Naarmate je ouder wordt, vallen je dromen toch een beetje in duigen. Zo wilde ik vroeger altijd bejaarde worden omdat je dan de hele dag in een knus klein kamertje kon lezen. Verder wilde ik een cruise maken. Met mijn prachtige jurk zou ik aanschuiven aan de captain’s table en de kapitein in zijn prachtige, witte uniform met goudglanzende tressen zou smoorverliefd op mij worden. Dit werd natuurlijk ook gevoed door de destijds mierzoete televisieserie The Love Boat.

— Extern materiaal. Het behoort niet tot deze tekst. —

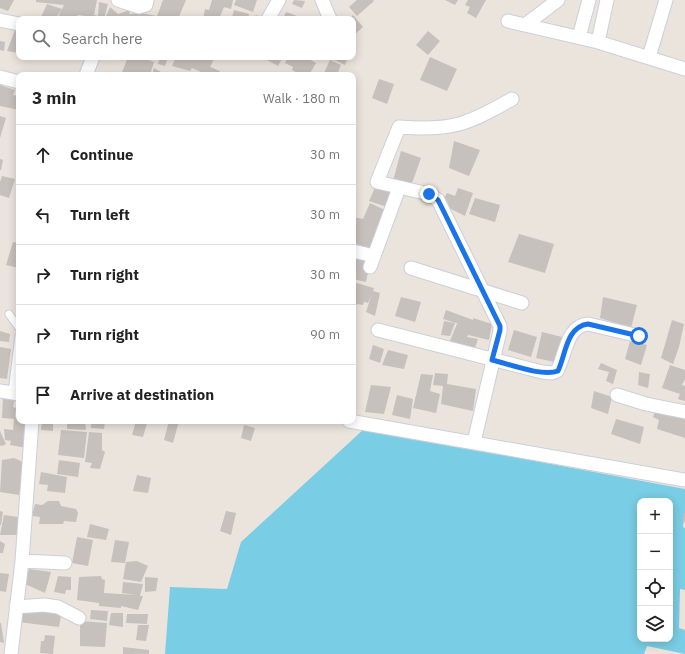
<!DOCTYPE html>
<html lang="en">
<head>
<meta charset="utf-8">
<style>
  body { margin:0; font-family:"IBM Plex Sans",sans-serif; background:#f6f6f6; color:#222 }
  .controls { position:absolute; right:12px; bottom:12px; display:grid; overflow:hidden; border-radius:8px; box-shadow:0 2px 10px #0003 }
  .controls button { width:36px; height:36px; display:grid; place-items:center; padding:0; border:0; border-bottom:1px solid #e0e0e0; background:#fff; color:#222; font:20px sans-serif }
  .stop { position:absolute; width:12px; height:12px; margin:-9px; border:3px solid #1a73e8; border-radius:50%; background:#fff }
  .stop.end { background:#1a73e8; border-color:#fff; box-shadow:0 1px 4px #0008 }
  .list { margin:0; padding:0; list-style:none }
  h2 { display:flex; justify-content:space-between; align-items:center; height:52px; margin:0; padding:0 16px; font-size:17px }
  h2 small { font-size:13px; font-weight:400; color:#767676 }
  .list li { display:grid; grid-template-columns:26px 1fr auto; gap:12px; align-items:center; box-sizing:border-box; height:60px; padding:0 16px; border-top:1px solid #e0e0e0 }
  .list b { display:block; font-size:15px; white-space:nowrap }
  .list em { font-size:13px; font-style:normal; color:#767676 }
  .icon { flex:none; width:22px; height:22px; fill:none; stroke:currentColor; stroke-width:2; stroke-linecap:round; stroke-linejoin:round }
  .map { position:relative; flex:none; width:685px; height:654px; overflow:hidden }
  .search { position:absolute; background:#fff; box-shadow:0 2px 10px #0003; left:16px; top:16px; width:340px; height:44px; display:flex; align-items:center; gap:10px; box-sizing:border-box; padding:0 14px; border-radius:8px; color:#767676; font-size:15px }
  .panel { position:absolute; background:#fff; box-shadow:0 2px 10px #0003; left:16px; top:72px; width:340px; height:352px; border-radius:8px }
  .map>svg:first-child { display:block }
</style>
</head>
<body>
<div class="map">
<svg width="685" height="654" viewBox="0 0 685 654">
  <rect width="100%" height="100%" fill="#ebe4dd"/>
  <path fill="#79cde4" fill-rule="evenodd" d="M364 429 685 489V512L683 527 685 528V590L680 589 679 628 685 630V654L647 646 644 654H165L170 587 227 589 241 542ZM640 501H670V639H640Z"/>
  <path fill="#c6c1bc" d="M0 0H14L8 11 0 8Z
    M36 0H97L94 15 98 16 99 2 108 4 104 19 99 18 98 19H84L85 16 78 15 75 19H57L64 5 36 2Z
    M163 0H186L178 19H105L110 7 118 14 130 10 129 14 141 13 157 16Z
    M212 0H233L231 9 224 7 219 19H203L205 9 209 10Z
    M236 0H257L253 12 234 5Z
    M294 0 305 1 302 8 292 4Z
    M357 0H373L374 1 357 16 349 7Z
    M445 0H458L455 5Z
    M468 0H486L476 18 467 13 470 7 465 5Z
    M47 4 62 9 55 19 41 17Z
    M234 10 249 14 248 19 232 17Z
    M286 12 297 16 295 19H283Z
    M256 15 263 19H254Z
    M353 15 363 27 353 36V19H349Z
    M15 30 19 31V53L7 51Z
    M428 31 440 41 428 55 416 45Z
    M0 41 5 42 4 51 0 50Z
    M128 57H143V58L154 62 150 75H121Z
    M160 57H168L165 66 158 64Z
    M176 57H215L210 67 220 71 217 75H198L201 72 192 68 190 71 172 66Z
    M264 57H283L278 66 263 58Z
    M288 57H305L316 63 309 75H301L292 70 293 67 285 63Z
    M328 57H348L345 65Z
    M430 57 457 69 447 91 420 80Z
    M330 60 341 65 337 75H323Z
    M154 68 166 75H152Z
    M379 79 394 84 387 104 372 98Z
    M0 85 15 90 13 95 19 96V110L0 106Z
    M0 116 6 118 0 138Z
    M454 141 480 150 469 176 449 168Z
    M401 151 421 158 411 186 393 181Z
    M0 159 3 160 1 170H0Z
    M2 176 15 179 9 198 0 195V182Z
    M377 183 394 189 387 207 369 201Z
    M458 188 473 193 465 216 441 204 447 193 455 196Z
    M475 198 500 205 495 222 469 214Z
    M370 203 387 211 371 249 353 243V217L363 219Z
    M519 234 554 244 545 273 508 262Z
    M13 242 19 243V268L6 265Z
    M353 255 371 259 366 282 353 279Z
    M353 282 374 288 373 291 380 293 375 316 366 312 371 296 368 303 364 302 363 305 357 304 353 309Z
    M401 297 421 302 415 322 395 316Z
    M603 297 637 305 631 328 600 318Z
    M446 310 473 320V318L492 324 489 340 468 335 467 337 478 339 475 348 449 343 457 324H459L443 319Z
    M672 320 684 324 679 347 673 364 661 358Z
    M444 321 455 323 450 336 441 335Z
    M514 330 537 337 531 357 508 350Z
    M0 331 10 334 9 342 0 341Z
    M542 332 566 338 559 363 536 358Z
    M630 341 647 345 641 365 625 359Z
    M373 345 384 349 380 363 369 359Z
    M0 347 11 349 7 379 0 378Z
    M388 350 408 355 404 369 382 365Z
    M601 363 617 370 613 384 606 381 609 372 598 369Z
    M670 365 685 370V379L682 385 685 386V401L678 399 680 394 662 388Z
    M639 372 650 374 648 388 638 385Z
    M435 373 448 374 447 384 476 389 473 411 441 404 443 386 433 385Z
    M421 374 433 375 430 391 440 394 436 413 413 408Z
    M371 385 391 387 384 414 365 412Z
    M594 391 612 397 608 414 591 408Z
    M397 395 413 399 410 419 392 415Z
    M3 396 15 398 13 407 16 408 15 417H19V421H29L27 448 10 445 11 441 5 440 4 429 13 430 14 419 2 418Z
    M656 409 685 416V438L657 429 659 420 653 417Z
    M616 419 644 427 640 444 611 434Z
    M42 421H64L63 423H53V431L41 430Z
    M67 421 85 422 86 430 67 429Z
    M91 421H105L104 429 91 428Z
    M136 421 147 423 143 437 132 435Z
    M169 421H179L173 443 164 440Z
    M244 425 255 428 251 441 241 438Z
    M61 430 87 432 84 458 58 455Z
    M0 431 6 444 2 446 0 445Z
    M89 432 102 433V450L105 452 100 469 90 468 92 463 85 462Z
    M14 458 25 463 19 495 0 492 2 460Z
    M59 460 80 463 78 477 57 474Z
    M41 472 67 477 65 493 47 491 48 485 39 484Z
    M137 475 151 478 148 493 133 491Z
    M48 501H59L61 506 76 509 78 513 76 522 64 521 63 524H39L40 517 32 516 35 504 42 505Z
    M0 511 3 512 1 525H0Z
    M226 511 236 513 231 535 220 531Z
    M684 513H685V522H683Z
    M4 515 18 517 17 535H0Z
    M90 524 109 529 106 540 87 537Z
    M77 537 93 540 88 566 72 563Z
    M115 540 129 542 125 563 111 562Z
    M0 541 5 544 3 553H0Z
    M137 561 148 566 141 582 123 579 126 562Z
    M29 569 51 572 45 593 25 584Z
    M0 573 9 574 6 592 0 591Z
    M58 576 71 577V590H66L65 594 54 592Z
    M101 576 102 579 105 580 104 593 137 595 122 593 123 582 143 584 140 596H143L138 610 121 606V608L99 606V603L77 600 79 577Z
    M145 577 158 578 156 591 145 592Z
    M30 607 62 610 59 627 18 622 21 611 28 613Z
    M91 610 108 611 107 621 90 619Z
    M111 613H123V627L109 625Z
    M127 614H148L147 624 126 623Z
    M80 621 107 623 105 647 80 646Z
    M0 623H1L4 643 0 642Z
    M138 625H149L146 641 136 640Z
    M45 635 55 636 53 654 40 653 41 641H44Z
    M123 647 149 650V654H123Z"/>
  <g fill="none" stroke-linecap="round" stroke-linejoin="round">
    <g stroke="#cbcfda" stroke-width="9">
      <path id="lane" d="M9 314 19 328
        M12 392 19 336"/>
    </g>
    <g stroke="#cbcfda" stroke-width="15">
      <path id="street" d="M118 0 139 7 146 5 147 0
        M322 0 330 19
        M268 19 279 0
        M0 20 19 24
        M508 21 598 42 685 69
        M525 25 558 0
        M579 37 589 0
        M598 42 607 0
        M649 57 666 0
        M86 75 93 57
        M0 77 19 82
        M353 251 374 256
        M370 267 399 188
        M411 268 522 303
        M378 330 542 372 552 373 557 371C566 355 566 326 588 324L639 336
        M0 391 19 394
        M617 395 646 404 685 412
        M349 421 685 480
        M474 442 500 331V326L438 200 429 194 377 182 399 127C451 131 467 125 512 99
        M22 561 65 563
        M16 607 44 605 58 607 79 618
        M11 654 22 561 32 421"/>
    </g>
    <use href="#lane" stroke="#fff" stroke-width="7"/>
    <use href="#street" stroke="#fff" stroke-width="13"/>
  </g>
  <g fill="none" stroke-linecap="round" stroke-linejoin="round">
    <path stroke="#1a73e8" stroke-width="5" d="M429 194 438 200 443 210 500 326V330L492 360C509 364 542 377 558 371 566 354 566 327 588 324L639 336"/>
  </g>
</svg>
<div class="controls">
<button>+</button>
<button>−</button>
<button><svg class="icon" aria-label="locate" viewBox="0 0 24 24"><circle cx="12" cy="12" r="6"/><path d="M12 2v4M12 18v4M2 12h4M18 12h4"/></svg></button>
<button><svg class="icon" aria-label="layers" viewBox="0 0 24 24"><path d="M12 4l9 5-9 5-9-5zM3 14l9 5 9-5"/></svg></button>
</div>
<div class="stop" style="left:639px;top:336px"></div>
<div class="stop end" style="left:429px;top:194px"></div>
<div class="search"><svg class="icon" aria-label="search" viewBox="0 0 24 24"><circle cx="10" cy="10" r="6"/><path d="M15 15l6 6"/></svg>Search here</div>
<section class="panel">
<h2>3 min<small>Walk · 180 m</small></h2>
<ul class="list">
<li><svg class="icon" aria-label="ahead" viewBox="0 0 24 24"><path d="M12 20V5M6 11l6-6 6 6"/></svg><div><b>Continue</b></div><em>30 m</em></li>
<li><svg class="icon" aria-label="left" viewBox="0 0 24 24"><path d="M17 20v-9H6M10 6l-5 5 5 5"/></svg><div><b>Turn left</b></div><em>30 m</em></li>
<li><svg class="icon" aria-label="right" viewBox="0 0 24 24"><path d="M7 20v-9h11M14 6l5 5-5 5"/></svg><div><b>Turn right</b></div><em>30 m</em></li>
<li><svg class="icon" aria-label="right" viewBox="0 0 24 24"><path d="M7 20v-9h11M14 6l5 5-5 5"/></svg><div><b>Turn right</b></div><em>90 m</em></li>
<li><svg class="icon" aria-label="arrive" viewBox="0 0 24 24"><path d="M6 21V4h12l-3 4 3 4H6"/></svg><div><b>Arrive at destination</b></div></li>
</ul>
</section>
</div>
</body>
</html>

Inmiddels ben ik erachter dat bejaarden het hartstikke druk hebben met het inpakken van de koffers voor hun jaarlijkse cruise. En dat het door mij felbegeerde reisje een beroerde all-inclusive is waarbij vierduizend passagiers ’s ochtends vechten om een stoel bij het zwembad.
Maar tot vorige week vrijdag bleef ik dromen van die kapitein in zijn witte uniform. Dat waren nog eens mannen. Mannen die zo’n drijvend preteiland van de ene naar de andere bestemming vervoerden. Heus, dat doe je niet zomaar. Ik heb gekeken, maar de LOI heeft geen cursus cruiseschipbesturen, met gratis laptop bij betaling in één keer, in zijn pakket zitten. Nee, die kapiteins zijn mannen van stavast met krachtige karaktereigenschappen, zoals stressbestendigheid, geen spoortje watervrees en geen enkele neiging tot bingoverslaving. Mannen die het zinkend schip als laatste verlaten. Een eenzaam wit stipje op de romp van een stuk gereten boot. Beelden die de wereld over gaan en hem wereldberoemd maken.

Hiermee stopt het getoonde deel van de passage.